[Data records]
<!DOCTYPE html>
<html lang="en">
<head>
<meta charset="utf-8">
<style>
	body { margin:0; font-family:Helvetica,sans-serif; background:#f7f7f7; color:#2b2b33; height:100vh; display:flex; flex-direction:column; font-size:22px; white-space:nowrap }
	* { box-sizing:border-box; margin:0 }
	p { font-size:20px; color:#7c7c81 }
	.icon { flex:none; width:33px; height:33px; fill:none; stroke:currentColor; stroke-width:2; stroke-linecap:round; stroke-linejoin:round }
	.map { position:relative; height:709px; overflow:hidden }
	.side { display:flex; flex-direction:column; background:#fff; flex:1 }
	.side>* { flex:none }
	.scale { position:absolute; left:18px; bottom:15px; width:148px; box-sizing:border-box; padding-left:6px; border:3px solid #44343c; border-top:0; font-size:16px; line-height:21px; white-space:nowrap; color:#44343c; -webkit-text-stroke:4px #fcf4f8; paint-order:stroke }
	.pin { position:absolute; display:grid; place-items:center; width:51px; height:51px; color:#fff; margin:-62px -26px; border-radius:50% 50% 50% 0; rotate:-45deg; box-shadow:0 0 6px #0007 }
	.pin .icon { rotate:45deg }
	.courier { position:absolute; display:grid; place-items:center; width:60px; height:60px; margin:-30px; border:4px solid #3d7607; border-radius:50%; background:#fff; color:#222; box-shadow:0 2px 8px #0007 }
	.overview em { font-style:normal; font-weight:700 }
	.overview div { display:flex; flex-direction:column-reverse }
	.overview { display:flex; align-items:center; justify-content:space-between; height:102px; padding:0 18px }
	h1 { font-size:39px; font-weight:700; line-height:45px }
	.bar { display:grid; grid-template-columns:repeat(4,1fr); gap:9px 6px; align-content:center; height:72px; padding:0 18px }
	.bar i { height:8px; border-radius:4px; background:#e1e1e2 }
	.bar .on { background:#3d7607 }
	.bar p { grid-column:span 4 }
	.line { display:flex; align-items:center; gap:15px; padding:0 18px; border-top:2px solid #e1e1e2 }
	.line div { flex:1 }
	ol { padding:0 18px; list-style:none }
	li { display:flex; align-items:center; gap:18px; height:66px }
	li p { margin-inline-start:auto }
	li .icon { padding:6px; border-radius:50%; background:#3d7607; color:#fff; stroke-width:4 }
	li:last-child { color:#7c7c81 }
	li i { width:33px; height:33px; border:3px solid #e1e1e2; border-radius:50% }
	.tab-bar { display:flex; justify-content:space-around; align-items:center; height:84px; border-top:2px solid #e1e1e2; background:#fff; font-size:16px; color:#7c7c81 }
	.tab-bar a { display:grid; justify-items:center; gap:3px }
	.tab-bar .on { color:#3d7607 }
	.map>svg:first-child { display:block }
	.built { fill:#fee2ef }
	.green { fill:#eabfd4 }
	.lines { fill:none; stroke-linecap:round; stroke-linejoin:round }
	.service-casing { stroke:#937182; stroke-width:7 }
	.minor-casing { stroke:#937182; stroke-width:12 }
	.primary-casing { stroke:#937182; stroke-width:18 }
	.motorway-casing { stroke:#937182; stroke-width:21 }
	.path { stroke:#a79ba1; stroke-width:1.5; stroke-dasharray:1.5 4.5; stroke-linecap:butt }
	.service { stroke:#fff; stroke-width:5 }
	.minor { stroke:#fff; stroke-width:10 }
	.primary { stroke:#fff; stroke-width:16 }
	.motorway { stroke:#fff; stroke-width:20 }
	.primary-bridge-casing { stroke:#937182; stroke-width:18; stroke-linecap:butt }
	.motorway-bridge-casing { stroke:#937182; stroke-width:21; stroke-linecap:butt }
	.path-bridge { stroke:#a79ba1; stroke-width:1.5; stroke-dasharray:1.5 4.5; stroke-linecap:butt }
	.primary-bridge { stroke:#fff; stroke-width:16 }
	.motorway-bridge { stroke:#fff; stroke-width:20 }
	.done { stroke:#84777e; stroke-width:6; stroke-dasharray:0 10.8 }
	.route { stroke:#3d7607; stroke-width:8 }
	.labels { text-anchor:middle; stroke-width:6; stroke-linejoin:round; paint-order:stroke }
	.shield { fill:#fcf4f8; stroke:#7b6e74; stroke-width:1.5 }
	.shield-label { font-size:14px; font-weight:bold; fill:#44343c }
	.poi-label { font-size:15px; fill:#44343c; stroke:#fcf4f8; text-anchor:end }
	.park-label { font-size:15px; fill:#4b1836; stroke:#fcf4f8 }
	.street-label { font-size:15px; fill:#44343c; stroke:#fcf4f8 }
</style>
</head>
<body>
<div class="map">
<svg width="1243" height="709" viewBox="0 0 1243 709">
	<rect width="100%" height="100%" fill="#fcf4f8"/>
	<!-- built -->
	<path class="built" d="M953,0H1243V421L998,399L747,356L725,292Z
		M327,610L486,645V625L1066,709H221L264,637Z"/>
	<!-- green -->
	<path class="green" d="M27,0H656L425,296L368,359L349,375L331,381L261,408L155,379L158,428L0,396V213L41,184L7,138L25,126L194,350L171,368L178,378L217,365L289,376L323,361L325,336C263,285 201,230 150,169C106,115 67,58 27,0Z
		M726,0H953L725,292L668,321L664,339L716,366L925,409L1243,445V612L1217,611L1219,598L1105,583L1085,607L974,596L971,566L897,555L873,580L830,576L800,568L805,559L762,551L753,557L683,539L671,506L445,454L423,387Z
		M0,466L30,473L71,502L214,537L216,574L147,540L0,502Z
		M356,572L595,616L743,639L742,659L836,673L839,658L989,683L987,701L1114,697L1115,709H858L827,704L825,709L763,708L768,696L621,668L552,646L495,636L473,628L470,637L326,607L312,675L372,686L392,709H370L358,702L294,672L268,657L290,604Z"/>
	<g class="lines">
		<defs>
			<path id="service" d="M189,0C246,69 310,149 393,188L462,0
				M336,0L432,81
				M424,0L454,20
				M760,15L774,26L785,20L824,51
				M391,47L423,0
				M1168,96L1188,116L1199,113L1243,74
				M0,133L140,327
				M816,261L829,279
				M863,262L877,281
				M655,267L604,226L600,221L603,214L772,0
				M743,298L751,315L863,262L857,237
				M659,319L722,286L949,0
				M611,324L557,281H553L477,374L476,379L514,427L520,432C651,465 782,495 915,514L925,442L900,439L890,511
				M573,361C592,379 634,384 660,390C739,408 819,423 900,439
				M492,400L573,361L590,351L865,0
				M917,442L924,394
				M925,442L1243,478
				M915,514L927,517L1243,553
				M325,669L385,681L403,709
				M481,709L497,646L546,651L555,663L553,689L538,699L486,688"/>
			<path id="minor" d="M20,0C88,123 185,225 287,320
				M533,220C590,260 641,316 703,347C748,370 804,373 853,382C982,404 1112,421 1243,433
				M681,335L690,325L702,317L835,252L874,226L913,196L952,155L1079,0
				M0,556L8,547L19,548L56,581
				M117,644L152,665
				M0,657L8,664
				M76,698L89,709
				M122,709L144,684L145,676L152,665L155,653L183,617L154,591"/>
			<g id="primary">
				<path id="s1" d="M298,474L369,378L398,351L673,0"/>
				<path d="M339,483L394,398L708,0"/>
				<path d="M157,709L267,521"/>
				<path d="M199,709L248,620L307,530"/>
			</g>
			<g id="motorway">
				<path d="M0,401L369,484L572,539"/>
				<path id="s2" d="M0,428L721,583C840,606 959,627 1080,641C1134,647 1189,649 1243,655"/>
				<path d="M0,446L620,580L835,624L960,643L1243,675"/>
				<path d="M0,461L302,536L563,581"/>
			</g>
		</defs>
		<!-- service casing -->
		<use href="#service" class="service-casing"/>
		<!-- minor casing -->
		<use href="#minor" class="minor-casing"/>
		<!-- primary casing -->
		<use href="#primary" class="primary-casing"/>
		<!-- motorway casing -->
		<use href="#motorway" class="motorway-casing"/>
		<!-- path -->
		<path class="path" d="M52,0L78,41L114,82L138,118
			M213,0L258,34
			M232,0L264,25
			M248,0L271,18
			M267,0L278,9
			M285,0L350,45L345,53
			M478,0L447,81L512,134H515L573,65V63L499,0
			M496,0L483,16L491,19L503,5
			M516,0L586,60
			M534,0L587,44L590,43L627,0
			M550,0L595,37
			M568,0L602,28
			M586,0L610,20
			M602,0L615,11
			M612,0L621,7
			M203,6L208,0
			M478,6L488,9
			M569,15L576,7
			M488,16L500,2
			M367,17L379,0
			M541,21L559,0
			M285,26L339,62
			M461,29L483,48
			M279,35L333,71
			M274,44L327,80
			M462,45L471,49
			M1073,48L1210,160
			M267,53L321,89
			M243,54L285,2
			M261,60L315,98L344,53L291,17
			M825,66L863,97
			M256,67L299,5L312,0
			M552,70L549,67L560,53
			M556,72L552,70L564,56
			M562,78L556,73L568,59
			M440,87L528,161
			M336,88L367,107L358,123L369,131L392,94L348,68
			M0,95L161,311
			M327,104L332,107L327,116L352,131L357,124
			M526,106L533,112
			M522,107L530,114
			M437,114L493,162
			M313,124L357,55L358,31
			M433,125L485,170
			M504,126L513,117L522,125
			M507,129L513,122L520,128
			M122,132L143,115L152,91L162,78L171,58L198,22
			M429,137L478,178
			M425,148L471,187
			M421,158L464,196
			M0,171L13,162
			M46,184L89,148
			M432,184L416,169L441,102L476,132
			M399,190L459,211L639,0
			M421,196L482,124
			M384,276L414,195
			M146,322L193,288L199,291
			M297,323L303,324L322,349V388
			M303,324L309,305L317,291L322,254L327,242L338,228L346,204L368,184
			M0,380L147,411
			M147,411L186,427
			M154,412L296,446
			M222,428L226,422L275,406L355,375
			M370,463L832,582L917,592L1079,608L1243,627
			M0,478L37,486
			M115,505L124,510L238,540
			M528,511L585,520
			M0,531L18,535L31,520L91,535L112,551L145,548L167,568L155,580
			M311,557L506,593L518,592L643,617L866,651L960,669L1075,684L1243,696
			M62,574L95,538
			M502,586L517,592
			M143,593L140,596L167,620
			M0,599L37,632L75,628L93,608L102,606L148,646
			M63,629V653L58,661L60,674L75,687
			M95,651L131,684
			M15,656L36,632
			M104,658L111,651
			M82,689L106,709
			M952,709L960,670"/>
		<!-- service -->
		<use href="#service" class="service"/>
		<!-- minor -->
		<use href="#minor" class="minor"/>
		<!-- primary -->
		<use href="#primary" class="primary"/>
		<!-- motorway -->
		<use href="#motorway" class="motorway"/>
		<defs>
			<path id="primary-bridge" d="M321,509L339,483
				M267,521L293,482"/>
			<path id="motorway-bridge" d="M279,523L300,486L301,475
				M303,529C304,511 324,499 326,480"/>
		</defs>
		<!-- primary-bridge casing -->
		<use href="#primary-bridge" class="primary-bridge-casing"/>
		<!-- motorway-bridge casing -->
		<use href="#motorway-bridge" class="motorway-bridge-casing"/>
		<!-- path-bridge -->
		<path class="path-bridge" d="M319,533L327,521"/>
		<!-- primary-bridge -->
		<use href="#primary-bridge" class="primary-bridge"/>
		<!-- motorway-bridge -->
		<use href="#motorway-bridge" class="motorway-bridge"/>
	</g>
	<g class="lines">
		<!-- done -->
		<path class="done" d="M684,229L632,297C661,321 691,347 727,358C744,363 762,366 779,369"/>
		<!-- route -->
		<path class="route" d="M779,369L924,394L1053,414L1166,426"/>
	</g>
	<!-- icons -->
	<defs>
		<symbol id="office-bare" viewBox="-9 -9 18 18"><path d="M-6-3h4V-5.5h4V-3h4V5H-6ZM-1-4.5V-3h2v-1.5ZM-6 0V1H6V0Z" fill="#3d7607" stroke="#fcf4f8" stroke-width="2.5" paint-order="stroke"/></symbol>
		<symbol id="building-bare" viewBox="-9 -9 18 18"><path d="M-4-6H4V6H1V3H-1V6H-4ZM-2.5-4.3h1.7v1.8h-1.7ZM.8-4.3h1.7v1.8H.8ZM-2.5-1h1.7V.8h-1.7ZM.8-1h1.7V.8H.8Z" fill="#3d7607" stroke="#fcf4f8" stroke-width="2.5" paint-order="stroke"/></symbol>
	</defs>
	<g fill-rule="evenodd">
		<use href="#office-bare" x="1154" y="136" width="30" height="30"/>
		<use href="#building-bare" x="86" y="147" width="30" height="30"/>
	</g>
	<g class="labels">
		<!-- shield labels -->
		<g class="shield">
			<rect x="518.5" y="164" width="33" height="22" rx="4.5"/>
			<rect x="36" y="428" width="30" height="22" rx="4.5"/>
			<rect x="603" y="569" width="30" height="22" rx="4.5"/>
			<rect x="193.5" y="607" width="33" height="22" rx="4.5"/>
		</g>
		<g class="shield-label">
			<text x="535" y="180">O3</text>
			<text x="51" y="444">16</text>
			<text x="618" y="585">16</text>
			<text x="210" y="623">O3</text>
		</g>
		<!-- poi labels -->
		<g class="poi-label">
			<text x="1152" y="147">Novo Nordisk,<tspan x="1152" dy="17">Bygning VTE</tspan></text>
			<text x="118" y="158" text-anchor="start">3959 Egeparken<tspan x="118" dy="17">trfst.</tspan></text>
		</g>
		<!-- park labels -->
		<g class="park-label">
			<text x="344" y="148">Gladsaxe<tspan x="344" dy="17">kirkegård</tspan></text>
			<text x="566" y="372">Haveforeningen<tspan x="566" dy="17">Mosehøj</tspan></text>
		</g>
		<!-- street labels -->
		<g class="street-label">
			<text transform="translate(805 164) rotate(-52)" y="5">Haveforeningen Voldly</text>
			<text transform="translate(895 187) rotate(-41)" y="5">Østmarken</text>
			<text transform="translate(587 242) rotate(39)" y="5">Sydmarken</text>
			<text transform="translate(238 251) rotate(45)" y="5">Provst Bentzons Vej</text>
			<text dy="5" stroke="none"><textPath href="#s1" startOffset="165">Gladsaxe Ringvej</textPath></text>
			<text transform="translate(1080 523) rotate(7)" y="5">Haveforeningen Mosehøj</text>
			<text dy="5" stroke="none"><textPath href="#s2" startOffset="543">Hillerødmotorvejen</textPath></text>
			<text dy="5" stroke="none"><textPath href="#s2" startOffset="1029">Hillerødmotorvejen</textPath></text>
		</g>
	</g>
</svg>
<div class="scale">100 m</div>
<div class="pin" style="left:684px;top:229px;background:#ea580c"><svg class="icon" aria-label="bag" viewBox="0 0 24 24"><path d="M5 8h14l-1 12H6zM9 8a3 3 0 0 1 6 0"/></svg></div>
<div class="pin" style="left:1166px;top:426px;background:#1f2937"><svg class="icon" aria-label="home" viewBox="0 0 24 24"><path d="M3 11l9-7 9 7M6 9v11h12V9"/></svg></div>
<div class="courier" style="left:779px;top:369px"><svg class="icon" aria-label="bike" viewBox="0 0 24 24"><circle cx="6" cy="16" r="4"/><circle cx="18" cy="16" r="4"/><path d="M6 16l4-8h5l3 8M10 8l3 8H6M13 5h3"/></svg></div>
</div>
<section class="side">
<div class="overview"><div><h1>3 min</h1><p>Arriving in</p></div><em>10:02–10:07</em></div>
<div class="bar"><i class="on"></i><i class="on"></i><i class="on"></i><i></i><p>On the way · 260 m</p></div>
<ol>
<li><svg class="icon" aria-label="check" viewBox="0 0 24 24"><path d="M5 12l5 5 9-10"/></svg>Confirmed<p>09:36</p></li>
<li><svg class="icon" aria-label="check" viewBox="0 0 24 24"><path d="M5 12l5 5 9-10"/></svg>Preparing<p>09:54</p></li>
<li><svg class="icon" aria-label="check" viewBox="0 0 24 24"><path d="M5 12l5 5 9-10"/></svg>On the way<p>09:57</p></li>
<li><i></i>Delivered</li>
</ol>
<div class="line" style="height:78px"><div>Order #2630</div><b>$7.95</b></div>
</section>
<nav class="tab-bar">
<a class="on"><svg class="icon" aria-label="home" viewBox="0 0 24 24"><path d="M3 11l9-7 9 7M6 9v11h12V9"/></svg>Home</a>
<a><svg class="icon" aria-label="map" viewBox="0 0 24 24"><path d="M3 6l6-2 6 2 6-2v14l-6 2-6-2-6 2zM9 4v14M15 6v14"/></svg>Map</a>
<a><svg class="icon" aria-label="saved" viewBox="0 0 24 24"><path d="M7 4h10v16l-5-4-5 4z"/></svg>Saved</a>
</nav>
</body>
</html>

▶ [PROBLEM STATEMENT]
Set down, from the entries above, exactly the lines from the one with "M533,220C590,260 641,316 703,347C748,370" up to and including the one with "M256,67L299,5L312,0", and no other lines.

▶ [EXERCISE RESPONSE]
				M533,220C590,260 641,316 703,347C748,370 804,373 853,382C982,404 1112,421 1243,433
				M681,335L690,325L702,317L835,252L874,226L913,196L952,155L1079,0
				M0,556L8,547L19,548L56,581
				M117,644L152,665
				M0,657L8,664
				M76,698L89,709
				M122,709L144,684L145,676L152,665L155,653L183,617L154,591"/>
			<g id="primary">
				<path id="s1" d="M298,474L369,378L398,351L673,0"/>
				<path d="M339,483L394,398L708,0"/>
				<path d="M157,709L267,521"/>
				<path d="M199,709L248,620L307,530"/>
			</g>
			<g id="motorway">
				<path d="M0,401L369,484L572,539"/>
				<path id="s2" d="M0,428L721,583C840,606 959,627 1080,641C1134,647 1189,649 1243,655"/>
				<path d="M0,446L620,580L835,624L960,643L1243,675"/>
				<path d="M0,461L302,536L563,581"/>
			</g>
		</defs>
		<!-- service casing -->
		<use href="#service" class="service-casing"/>
		<!-- minor casing -->
		<use href="#minor" class="minor-casing"/>
		<!-- primary casing -->
		<use href="#primary" class="primary-casing"/>
		<!-- motorway casing -->
		<use href="#motorway" class="motorway-casing"/>
		<!-- path -->
		<path class="path" d="M52,0L78,41L114,82L138,118
			M213,0L258,34
			M232,0L264,25
			M248,0L271,18
			M267,0L278,9
			M285,0L350,45L345,53
			M478,0L447,81L512,134H515L573,65V63L499,0
			M496,0L483,16L491,19L503,5
			M516,0L586,60
			M534,0L587,44L590,43L627,0
			M550,0L595,37
			M568,0L602,28
			M586,0L610,20
			M602,0L615,11
			M612,0L621,7
			M203,6L208,0
			M478,6L488,9
			M569,15L576,7
			M488,16L500,2
			M367,17L379,0
			M541,21L559,0
			M285,26L339,62
			M461,29L483,48
			M279,35L333,71
			M274,44L327,80
			M462,45L471,49
			M1073,48L1210,160
			M267,53L321,89
			M243,54L285,2
			M261,60L315,98L344,53L291,17
			M825,66L863,97
			M256,67L299,5L312,0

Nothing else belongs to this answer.